The flyjin phenomenon left many apartments and guesthouses that were previously occupied vacant. An excellent situation for me as I needed to find a place in a very short amount of time. As I am yet to fully realize my budget, schedule, schools, or the neighboring areas there-in I have elected to stay in a guest house for the next three months. In that time I can find a suitable apartment to fit my needs. I am happy with my guest house so far, and will go into more detail about that in another post.
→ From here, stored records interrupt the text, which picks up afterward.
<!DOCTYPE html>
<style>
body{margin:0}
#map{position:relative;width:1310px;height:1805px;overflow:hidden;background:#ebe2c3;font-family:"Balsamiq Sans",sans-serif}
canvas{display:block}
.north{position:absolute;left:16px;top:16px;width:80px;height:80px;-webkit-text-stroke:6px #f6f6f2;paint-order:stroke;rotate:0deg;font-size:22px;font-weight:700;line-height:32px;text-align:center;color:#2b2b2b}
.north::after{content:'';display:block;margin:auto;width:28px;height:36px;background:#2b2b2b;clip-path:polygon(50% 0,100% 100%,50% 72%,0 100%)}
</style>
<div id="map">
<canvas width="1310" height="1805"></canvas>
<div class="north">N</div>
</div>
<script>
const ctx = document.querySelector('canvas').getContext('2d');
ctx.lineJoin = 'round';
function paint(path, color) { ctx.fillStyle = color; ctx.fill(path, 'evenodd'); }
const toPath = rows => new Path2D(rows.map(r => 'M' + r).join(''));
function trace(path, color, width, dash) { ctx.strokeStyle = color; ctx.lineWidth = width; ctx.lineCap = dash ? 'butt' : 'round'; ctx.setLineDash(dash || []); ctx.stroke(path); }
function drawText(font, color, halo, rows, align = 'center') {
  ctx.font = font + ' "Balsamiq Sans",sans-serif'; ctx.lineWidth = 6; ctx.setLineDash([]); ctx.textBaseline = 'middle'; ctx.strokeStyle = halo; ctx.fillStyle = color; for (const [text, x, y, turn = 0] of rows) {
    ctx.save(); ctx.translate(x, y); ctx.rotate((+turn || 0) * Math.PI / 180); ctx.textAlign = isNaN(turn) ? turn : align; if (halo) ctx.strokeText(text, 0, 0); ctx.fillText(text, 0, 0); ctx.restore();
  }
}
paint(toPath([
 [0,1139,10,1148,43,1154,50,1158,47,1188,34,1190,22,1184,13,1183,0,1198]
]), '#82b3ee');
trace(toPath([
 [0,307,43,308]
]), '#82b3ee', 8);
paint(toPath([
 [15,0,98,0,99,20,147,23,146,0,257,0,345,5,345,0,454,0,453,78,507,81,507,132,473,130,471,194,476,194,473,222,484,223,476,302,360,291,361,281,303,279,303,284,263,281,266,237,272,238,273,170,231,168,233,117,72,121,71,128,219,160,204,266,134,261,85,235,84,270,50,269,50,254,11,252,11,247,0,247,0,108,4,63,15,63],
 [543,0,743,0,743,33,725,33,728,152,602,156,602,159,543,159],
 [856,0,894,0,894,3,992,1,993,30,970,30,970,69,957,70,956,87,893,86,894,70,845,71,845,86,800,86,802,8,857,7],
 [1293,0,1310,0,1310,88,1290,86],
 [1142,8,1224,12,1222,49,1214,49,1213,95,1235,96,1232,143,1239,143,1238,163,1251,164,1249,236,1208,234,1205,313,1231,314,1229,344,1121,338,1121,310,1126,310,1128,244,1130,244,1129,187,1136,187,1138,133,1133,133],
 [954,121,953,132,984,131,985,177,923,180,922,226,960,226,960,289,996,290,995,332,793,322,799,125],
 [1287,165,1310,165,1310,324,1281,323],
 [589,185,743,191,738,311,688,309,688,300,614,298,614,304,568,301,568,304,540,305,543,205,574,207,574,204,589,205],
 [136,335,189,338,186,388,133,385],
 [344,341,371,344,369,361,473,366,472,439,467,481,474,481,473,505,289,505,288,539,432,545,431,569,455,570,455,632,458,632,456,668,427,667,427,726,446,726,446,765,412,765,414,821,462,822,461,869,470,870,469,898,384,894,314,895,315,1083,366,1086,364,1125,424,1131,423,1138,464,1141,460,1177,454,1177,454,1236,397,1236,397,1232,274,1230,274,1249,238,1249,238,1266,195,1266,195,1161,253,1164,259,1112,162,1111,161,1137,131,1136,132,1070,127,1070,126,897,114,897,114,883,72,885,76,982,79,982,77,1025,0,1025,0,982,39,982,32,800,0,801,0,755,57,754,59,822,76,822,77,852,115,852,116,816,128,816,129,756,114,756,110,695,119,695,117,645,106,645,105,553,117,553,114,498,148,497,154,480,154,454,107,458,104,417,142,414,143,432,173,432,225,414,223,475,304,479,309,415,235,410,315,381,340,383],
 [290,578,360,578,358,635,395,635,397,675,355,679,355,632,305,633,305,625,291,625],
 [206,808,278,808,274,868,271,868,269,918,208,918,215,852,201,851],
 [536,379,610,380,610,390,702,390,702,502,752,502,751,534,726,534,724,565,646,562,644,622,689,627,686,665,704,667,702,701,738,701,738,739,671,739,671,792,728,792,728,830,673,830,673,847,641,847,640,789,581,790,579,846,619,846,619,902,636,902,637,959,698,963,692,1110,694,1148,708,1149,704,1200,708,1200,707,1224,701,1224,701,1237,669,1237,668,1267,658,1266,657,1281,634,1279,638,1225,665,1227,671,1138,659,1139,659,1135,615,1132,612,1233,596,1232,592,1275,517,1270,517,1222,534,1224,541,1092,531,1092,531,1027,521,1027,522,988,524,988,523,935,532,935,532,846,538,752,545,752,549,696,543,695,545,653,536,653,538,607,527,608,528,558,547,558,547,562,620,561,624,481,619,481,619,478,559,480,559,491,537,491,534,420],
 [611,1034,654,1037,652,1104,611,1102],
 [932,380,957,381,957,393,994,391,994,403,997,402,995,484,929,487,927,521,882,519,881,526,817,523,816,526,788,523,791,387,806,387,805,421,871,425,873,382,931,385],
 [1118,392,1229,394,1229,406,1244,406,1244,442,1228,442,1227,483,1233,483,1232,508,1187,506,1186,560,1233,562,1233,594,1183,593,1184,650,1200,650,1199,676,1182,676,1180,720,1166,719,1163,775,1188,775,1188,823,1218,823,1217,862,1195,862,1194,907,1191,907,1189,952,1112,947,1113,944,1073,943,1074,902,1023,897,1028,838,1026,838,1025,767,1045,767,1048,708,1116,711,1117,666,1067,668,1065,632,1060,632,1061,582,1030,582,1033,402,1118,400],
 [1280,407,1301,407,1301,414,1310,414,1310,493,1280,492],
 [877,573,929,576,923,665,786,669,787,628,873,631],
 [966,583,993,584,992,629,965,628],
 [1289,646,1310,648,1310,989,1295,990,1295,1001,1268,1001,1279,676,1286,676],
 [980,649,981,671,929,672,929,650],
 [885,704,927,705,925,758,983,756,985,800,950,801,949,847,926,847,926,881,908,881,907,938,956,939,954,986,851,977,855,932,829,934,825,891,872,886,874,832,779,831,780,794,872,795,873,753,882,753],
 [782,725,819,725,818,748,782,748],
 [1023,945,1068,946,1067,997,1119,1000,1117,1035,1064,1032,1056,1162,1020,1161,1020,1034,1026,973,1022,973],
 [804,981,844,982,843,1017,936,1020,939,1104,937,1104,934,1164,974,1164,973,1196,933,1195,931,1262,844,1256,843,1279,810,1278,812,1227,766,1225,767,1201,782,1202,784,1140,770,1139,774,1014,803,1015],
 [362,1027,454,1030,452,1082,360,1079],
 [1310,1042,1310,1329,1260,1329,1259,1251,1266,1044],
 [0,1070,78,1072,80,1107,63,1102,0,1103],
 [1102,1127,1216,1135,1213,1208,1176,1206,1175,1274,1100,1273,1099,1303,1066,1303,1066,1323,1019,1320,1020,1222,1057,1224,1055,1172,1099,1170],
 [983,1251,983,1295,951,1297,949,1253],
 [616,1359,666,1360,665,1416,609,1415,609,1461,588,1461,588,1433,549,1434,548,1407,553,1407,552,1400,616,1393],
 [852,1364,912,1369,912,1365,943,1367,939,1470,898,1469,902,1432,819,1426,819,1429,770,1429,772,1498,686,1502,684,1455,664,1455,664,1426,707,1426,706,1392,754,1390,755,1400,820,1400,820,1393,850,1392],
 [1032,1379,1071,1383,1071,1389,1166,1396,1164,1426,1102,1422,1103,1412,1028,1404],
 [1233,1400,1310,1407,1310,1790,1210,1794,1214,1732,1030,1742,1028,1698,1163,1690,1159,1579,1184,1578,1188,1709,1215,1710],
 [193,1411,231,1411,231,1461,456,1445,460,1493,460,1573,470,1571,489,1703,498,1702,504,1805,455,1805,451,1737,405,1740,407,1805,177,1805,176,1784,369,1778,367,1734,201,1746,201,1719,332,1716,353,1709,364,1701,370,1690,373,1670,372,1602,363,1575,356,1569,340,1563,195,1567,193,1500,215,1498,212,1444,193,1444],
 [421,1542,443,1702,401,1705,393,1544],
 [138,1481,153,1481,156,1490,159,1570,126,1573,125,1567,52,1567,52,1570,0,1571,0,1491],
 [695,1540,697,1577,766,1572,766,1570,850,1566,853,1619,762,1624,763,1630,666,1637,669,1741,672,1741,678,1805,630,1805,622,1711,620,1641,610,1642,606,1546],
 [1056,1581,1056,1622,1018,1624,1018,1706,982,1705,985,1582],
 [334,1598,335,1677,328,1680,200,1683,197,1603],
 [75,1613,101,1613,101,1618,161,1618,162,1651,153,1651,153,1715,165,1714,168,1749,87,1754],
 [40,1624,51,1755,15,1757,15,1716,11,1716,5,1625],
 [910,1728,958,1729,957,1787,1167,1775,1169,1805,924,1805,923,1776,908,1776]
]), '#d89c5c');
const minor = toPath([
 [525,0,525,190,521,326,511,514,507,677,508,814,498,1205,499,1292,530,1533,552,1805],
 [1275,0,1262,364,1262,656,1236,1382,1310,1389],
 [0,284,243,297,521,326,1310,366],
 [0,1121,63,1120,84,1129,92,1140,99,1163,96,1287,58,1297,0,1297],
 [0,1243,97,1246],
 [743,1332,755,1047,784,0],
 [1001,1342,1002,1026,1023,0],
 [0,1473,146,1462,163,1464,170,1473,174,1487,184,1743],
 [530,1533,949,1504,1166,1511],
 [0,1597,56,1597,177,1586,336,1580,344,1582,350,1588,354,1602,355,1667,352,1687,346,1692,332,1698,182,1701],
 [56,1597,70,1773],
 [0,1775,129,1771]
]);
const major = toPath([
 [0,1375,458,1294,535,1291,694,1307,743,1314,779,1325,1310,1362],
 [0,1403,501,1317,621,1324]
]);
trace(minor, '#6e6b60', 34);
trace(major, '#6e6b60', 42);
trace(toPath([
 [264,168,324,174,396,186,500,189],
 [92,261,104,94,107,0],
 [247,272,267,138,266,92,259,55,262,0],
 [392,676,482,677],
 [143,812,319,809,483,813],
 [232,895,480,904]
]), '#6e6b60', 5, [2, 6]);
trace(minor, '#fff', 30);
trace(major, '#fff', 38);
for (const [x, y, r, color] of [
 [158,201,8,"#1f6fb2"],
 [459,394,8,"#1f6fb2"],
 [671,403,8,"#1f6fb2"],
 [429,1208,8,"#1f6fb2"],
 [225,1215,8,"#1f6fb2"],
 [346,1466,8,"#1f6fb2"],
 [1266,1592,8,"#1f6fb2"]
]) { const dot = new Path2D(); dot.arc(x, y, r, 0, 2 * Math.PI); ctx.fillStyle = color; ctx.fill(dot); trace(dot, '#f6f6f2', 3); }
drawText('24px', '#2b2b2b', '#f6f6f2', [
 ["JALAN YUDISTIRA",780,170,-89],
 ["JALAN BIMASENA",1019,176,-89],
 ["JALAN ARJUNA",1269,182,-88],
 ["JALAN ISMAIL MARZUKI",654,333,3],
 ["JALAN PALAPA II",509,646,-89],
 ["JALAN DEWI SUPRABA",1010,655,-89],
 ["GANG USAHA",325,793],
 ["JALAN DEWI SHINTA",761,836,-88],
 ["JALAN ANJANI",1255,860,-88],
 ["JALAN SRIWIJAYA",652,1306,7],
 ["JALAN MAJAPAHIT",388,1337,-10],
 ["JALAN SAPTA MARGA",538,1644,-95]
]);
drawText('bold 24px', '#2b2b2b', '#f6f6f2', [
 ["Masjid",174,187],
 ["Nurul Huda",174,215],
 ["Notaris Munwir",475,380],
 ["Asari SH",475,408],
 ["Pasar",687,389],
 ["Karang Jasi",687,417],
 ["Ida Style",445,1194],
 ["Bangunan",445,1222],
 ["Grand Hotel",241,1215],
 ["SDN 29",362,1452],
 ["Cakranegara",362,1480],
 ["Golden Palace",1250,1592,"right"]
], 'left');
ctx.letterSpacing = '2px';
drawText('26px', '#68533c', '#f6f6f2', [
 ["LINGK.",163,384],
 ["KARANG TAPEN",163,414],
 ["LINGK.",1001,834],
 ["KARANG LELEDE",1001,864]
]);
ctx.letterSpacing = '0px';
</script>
My time in Tokyo so far is brief, yet the consequences of the recent tragedies remain. Tokyo feels very un-Tokyo like. Normally quite decadent, bright and loud there is an air of solemnity and concern. Many of the neon lights, massive television screens and megaphones that would normally blare day and night are turned off to conserve energy. There are fewer people in a rush, and fewer people out in general. The normal intensity of Tokyo appears toned down.
I am often asked if I am afraid to be in Tokyo, both from people in Kansai and from people I meet in Tokyo. There are fewer foriegners and tourists. I’ve stayed in near empty hostels that are normally packed and rarely see other foreigners in Akihabara. There is much concern and worry over what may come, but that appears to be subsiding.
In time I expect everything will return to as it once was. In the meantime I get to observe a post disaster Japan recover from the inside. Despite media claims there is little to fear, but Japan does need support. The best way you can do so is come to Japan. Recovery comes quickest with the help of tourism dollars.